## Aim of the exercise
Starting at the top of the entries below, write out each line up to and including the one containing "position:absolute; left:712px; top:650px;". Leave the pictures out.

Start of Data

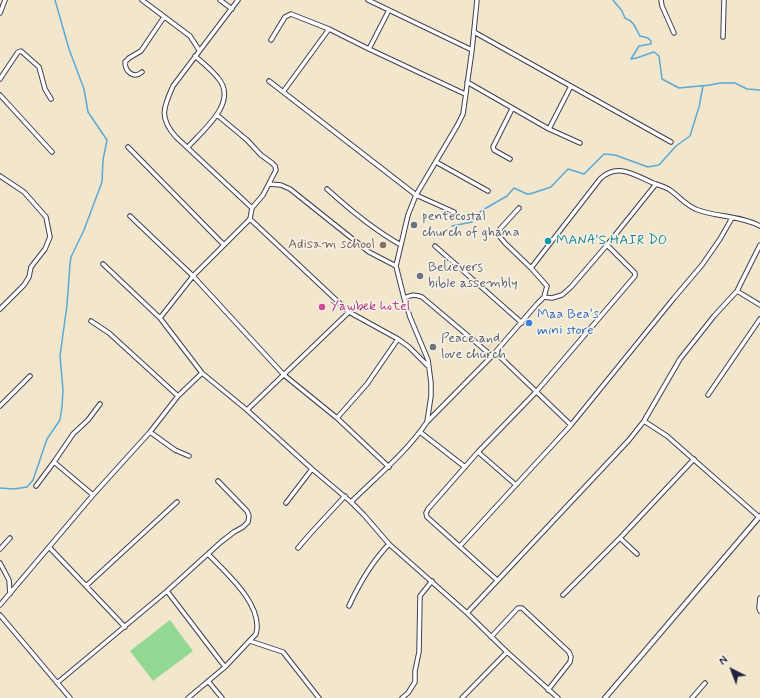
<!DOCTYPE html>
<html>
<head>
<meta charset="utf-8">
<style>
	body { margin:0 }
	#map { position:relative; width:760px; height:698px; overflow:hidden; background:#f2e6cd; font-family:Mynerve,sans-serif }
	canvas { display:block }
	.north { position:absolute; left:712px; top:650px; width:40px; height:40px; -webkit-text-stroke:3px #f7f3e8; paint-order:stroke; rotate:318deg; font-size:11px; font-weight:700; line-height:16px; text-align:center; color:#22223b }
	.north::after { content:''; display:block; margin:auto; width:14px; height:18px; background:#22223b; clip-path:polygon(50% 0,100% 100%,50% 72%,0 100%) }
</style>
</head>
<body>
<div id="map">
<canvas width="760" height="698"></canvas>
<div class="north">N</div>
</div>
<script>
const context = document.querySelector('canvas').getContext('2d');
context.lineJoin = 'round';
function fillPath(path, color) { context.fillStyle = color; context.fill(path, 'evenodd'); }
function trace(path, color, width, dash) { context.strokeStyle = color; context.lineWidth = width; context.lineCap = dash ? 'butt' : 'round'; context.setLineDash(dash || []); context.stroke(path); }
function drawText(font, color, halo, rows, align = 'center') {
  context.font = font + ' Mynerve,sans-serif'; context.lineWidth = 3; context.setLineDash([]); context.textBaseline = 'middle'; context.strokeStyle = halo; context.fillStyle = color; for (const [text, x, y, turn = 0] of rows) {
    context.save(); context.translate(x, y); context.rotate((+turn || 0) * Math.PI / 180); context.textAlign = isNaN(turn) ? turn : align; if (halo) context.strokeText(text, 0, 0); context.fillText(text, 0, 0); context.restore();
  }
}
const built = new Path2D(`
	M 498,334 L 500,337 L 498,340 L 496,340 L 497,341 L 493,346 L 491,346 L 492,347 L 489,350 L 486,348 Z`);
const green = new Path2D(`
	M 170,620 L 193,651 L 153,681 L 130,651 Z`);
const stream = new Path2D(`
	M 613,0 L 622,11 L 625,18 C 635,22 635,28 640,36 L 648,38 L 651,41 L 651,44 L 639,46 L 631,59 C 640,58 646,54 654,52 L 659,56 L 662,79 L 679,88 L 710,85 L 720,83 L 735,83 L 747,89 L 760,90
	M 452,226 L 472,222 L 481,211 L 507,196 L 514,188 L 527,194 L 530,194 L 551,187 L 568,169 L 584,174 L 604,154 L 615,155 L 648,167 L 659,165 L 676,146 L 690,136 L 699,107 L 703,86
	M 0,488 L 14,489 L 27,487 L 33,480 L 47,439 L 60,420 L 62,407 L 63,390 L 60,356 L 67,305 L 70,264 L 71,257 L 84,230 L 102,182 L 103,160 L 107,140 L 88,112 L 84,89 L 69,49 L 55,0`);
const minor = new Path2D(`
	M 142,0 L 190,36 L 199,50
	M 220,0 L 232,9
	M 238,0 L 173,86 C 163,108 159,118 176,137 L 252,208
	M 368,0 L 472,50
	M 661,0 L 662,6 L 674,33
	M 0,13 L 5,0
	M 474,32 L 671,142
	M 723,37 L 724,0
	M 271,40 L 285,17 L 291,14 L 329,29 L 369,49 L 465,94
	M 369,49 L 389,10
	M 142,72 C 134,79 125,72 125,62 L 129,58 L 141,51 L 164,17
	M 0,79 L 18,52 L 21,51 L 39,67 L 45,89 L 51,99
	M 269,81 L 416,195 L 454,212
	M 467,82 L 549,129 L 580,143
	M 283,92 L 329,29
	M 0,95 L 52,152
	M 549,129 L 571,86
	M 128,147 L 224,245
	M 188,147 C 203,130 239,102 218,78 C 212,70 203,63 195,56
	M 510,159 L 494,150 L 493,147 L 512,109
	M 436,162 L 488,191
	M 0,176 L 24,192 L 32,201 L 46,217 L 50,237 L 45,249 L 31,267 L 29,277 L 24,285 L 0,309
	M 269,184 L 281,185 L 290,189 L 369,252 L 396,266
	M 327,189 C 350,210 374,230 401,245
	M 130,216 L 193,276 L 284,375 L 337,418 L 389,467
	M 250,219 L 349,312 L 398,339 L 409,347 L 429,367
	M 435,246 L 522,323
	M 103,264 L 160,318 L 202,373 L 247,410 L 312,469 L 351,502 L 364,515 L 389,544 L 467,613 L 507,652 L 558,698
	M 531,268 L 600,179 C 617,162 635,175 653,183 C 659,185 666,187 670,190 C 680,197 686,206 698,210 C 717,217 742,216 760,226
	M 737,291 L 760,305
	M 544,297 L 552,298 L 562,295 L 571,287 L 607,245 L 656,184
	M 404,298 C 411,295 415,294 422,297 L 492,356
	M 160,318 L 193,276 L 250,219 L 252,208 L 263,195 L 276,170 L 275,166 L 272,163 L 261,155 L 247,140 L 217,115
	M 91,321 L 109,333 L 178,396
	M 496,353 L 571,425
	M 708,395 L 760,319
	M 0,406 L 30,376
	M 247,410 L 349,312
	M 337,418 L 367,384 L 398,339
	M 644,421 L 667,436 L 759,517
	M 427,422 L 431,396 L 431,383 L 428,360 L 410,317 L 404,298 L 396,266 L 408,215 L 416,195 L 457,126 L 463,114 L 472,50 L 477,0
	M 150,432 L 175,450 L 189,456
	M 420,432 L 465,467
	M 478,452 L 516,485
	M 36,486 L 54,462
	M 93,495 L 54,462 L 73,434 L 88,420 L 100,404
	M 351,502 C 377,476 406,453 427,422 L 492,356 L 537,304 L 544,297 L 547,286 L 531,268 L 505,243 L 500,237 L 500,229 L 519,208
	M 286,503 L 312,469
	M 620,538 L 637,554
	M 460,546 L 571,425 L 674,298 L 702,265 L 720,239 L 732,218
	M 49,547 L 125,627
	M 298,548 L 310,534 L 345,496
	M 0,549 L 10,538
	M 0,563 L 9,580 L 10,594
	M 497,580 L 427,517 L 426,513 L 428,509 L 478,452 L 536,392 L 635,276 L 635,273 L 607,245
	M 86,586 L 177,502
	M 167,591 L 225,667
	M 563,595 L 620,538 L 694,459
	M 760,598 L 759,608 L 760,611
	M 0,605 L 93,495 L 150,432 L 178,396 L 202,373
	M 349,606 C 359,584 372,562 389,544
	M 467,613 L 629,440 L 644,421 L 680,359 L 714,316 L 737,291 L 760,245
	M 0,615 L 70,698
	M 491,637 L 518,608 L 522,608 L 569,652 L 571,657 L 570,662 L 548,690
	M 250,641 L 283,652 L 319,698
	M 208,681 L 222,698
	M 57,683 L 167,591 L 221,542 L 234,532 L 243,527 L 248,522 L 249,516 L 247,511 L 218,481
	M 188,698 L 225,667 L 256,634 C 264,605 226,573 208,554
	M 402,698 L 408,693 L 415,682 L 415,671 L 419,652 L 420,596 L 432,581
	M 462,698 L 507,652
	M 692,698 L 705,683`);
const tertiary = new Path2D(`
	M 605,698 L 760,516`);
const markers = [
	[414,225,4,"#6b7280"],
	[548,241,4,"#0f9aa8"],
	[383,245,4,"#8d6e63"],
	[420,276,4,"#6b7280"],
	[322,307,4,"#d1479c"],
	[529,323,4,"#3f7fe0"],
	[433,347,4,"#6b7280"]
];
const worshipNames = [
	["pentecostal",422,217],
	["church of ghana",422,233],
	["Believers",428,268],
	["bible assembly",428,284],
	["Peace and",441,339],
	["love church",441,355]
];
const cultureNames = [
	["MANA'S HAIR DO",556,241]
];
const educationNames = [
	["Adisam school",375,245]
];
const hotelNames = [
	["Yawbek hotel",330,307]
];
const shopNames = [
	["Maa Bea's",537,315],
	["mini store",537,331]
];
fillPath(built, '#e9d9ba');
fillPath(green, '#94d993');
trace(stream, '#5ba9d4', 1.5);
trace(minor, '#413f51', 5.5);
trace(tertiary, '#413f51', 6);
trace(minor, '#fff', 3.5);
trace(tertiary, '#fff', 4);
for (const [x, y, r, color] of markers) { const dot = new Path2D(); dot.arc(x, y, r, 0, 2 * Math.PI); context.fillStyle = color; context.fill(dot); trace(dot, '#f7f3e8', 1.5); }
drawText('14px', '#5b616d', '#f7f3e8', worshipNames, 'left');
drawText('14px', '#0d838f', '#f7f3e8', cultureNames, 'left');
drawText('14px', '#785e54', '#f7f3e8', educationNames, 'right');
drawText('14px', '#b23c85', '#f7f3e8', hotelNames, 'left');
drawText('14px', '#366cbe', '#f7f3e8', shopNames, 'left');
</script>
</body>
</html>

End of Data

## Answer for the task
<!DOCTYPE html>
<html>
<head>
<meta charset="utf-8">
<style>
	body { margin:0 }
	#map { position:relative; width:760px; height:698px; overflow:hidden; background:#f2e6cd; font-family:Mynerve,sans-serif }
	canvas { display:block }
	.north { position:absolute; left:712px; top:650px; width:40px; height:40px; -webkit-text-stroke:3px #f7f3e8; paint-order:stroke; rotate:318deg; font-size:11px; font-weight:700; line-height:16px; text-align:center; color:#22223b }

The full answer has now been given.